**Instructions for the task**
Copy each line of the following material that has the string "above".

**Supplied entries**
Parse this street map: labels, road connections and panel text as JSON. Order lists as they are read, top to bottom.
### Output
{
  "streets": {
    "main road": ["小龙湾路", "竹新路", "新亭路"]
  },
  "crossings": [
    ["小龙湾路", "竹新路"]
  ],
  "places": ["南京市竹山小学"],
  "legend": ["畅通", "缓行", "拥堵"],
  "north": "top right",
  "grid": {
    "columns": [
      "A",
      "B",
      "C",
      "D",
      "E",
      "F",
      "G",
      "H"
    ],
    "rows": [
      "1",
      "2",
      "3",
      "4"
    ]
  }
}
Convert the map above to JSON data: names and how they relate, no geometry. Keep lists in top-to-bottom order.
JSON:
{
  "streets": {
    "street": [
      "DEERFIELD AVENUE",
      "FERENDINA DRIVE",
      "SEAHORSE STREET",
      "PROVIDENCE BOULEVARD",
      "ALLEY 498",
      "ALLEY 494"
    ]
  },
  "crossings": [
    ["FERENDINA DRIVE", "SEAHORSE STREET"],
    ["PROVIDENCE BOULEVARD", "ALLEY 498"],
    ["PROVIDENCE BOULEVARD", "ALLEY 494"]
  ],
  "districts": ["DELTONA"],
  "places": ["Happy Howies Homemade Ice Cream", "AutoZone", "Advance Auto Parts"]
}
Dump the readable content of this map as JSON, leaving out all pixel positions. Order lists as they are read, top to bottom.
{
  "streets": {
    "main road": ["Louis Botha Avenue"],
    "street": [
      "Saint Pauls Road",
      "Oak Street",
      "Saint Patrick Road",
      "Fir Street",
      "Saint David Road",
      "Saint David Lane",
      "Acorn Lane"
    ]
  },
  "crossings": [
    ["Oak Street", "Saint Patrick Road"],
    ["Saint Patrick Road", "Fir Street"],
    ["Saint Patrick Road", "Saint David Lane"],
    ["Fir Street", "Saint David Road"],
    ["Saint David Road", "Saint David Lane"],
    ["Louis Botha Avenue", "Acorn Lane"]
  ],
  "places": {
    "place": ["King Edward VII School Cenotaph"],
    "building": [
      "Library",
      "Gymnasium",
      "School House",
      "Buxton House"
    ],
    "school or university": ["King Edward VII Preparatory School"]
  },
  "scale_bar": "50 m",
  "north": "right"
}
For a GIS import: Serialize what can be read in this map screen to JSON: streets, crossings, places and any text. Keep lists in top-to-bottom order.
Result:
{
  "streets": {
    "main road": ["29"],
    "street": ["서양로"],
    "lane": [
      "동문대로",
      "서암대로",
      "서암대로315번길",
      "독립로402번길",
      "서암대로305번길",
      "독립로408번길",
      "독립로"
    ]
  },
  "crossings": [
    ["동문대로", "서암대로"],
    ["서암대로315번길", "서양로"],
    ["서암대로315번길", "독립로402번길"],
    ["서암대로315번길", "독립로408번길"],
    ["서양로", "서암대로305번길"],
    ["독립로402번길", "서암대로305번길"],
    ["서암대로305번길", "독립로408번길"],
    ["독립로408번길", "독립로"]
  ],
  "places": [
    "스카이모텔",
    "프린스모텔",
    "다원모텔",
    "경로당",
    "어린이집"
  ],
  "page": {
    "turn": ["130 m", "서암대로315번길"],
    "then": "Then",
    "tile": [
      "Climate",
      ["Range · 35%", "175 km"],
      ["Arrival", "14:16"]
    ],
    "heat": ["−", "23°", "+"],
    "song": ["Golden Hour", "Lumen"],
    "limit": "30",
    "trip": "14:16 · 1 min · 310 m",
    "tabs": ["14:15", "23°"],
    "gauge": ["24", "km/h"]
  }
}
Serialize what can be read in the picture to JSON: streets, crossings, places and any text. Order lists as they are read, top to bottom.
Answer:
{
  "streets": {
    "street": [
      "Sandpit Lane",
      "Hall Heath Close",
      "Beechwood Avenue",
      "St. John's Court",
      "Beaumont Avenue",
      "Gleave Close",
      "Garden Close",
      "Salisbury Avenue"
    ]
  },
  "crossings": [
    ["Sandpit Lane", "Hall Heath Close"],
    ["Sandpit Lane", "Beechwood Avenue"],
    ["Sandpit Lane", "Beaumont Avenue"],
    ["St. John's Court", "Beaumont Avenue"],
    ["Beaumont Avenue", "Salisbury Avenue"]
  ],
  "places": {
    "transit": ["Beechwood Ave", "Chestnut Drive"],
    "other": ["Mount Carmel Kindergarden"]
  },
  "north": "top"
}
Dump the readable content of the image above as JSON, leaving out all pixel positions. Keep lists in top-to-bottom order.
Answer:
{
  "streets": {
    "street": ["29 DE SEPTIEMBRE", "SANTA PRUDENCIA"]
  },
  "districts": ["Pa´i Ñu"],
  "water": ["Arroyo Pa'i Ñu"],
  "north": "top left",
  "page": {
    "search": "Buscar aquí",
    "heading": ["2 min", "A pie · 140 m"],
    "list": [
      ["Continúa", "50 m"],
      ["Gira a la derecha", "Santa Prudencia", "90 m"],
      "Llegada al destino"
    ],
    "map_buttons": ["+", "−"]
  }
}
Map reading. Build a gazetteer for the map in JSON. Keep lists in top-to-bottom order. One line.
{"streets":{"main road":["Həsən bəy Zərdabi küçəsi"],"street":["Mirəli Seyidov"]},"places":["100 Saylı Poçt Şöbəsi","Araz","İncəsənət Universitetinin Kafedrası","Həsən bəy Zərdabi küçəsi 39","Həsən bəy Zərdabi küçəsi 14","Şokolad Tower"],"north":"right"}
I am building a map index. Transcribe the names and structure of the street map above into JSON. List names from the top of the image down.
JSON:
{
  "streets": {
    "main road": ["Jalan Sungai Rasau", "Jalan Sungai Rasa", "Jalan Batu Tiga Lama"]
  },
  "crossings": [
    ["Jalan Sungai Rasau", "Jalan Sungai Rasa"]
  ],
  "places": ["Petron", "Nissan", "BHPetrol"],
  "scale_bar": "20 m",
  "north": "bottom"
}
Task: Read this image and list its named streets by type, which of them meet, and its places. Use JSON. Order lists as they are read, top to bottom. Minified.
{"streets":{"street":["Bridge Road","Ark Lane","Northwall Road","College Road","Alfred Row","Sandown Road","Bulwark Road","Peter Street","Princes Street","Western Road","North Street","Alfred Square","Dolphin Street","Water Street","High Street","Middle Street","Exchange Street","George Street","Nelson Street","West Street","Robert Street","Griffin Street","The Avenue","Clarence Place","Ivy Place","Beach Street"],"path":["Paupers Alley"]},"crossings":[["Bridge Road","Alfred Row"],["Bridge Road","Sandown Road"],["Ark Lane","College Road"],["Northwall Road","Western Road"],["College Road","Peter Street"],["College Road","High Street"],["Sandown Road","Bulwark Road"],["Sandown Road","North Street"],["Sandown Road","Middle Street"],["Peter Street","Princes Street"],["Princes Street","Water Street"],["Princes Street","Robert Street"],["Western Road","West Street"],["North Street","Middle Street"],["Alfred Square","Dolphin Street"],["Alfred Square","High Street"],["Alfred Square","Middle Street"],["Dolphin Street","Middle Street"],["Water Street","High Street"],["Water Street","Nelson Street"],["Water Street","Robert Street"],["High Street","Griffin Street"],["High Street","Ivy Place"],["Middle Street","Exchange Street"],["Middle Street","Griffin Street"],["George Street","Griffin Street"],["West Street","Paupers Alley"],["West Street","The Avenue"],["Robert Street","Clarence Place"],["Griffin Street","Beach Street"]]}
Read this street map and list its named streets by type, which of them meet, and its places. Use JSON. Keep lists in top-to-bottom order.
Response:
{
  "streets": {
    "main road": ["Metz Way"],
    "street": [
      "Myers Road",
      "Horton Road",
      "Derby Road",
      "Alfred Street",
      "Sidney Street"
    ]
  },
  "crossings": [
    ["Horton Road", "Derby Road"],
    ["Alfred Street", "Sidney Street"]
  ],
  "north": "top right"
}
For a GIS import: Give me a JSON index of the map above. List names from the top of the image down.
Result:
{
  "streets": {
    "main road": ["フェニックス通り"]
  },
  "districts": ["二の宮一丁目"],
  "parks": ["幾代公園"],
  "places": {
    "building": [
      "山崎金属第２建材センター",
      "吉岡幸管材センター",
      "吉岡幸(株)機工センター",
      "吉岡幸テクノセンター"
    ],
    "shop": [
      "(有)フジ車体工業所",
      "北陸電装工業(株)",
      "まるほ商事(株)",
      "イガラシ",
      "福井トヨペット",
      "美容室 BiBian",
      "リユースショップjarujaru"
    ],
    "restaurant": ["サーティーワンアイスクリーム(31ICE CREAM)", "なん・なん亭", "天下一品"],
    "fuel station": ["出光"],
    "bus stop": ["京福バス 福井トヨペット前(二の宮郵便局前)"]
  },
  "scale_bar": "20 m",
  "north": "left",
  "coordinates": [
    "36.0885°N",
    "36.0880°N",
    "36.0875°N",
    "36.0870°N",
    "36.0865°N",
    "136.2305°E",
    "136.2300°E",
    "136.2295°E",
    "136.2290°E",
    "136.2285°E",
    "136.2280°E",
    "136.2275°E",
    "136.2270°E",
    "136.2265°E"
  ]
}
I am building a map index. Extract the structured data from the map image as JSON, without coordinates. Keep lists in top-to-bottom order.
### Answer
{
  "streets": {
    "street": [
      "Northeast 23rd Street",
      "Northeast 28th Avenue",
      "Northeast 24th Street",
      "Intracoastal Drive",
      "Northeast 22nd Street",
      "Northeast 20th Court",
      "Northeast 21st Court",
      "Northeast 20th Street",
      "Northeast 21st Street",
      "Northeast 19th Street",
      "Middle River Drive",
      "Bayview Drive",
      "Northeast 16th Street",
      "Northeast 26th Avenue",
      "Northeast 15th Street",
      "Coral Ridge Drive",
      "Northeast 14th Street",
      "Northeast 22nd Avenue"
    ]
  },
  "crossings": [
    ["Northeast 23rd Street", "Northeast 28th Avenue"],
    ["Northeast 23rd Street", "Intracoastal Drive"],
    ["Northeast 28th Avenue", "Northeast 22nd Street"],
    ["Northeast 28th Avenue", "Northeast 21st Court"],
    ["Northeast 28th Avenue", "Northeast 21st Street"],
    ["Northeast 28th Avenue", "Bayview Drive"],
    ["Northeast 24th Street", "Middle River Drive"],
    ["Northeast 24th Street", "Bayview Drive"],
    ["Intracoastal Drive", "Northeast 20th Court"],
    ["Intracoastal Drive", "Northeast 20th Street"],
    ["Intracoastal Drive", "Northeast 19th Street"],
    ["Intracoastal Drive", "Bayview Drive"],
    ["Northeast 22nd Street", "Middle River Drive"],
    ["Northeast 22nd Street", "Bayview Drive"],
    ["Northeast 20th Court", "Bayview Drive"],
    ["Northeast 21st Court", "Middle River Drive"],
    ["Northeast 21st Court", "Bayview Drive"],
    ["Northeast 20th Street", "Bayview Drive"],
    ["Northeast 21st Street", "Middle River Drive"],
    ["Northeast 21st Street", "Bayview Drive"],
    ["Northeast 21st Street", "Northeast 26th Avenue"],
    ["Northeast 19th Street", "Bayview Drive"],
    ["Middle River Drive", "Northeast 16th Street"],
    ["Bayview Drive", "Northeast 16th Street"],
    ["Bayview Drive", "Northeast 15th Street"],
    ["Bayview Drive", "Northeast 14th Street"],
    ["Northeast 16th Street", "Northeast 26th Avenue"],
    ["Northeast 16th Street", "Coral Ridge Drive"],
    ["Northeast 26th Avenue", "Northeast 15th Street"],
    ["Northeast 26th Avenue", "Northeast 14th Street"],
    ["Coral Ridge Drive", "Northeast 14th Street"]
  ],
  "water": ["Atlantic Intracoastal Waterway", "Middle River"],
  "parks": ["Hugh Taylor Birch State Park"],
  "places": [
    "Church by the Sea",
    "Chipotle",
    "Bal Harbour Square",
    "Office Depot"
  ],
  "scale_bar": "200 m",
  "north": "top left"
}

**Completed task**
Convert the map above to JSON data: names and how they relate, no geometry. Keep lists in top-to-bottom order.
Dump the readable content of the image above as JSON, leaving out all pixel positions. Keep lists in top-to-bottom order.
I am building a map index. Transcribe the names and structure of the street map above into JSON. List names from the top of the image down.
For a GIS import: Give me a JSON index of the map above. List names from the top of the image down.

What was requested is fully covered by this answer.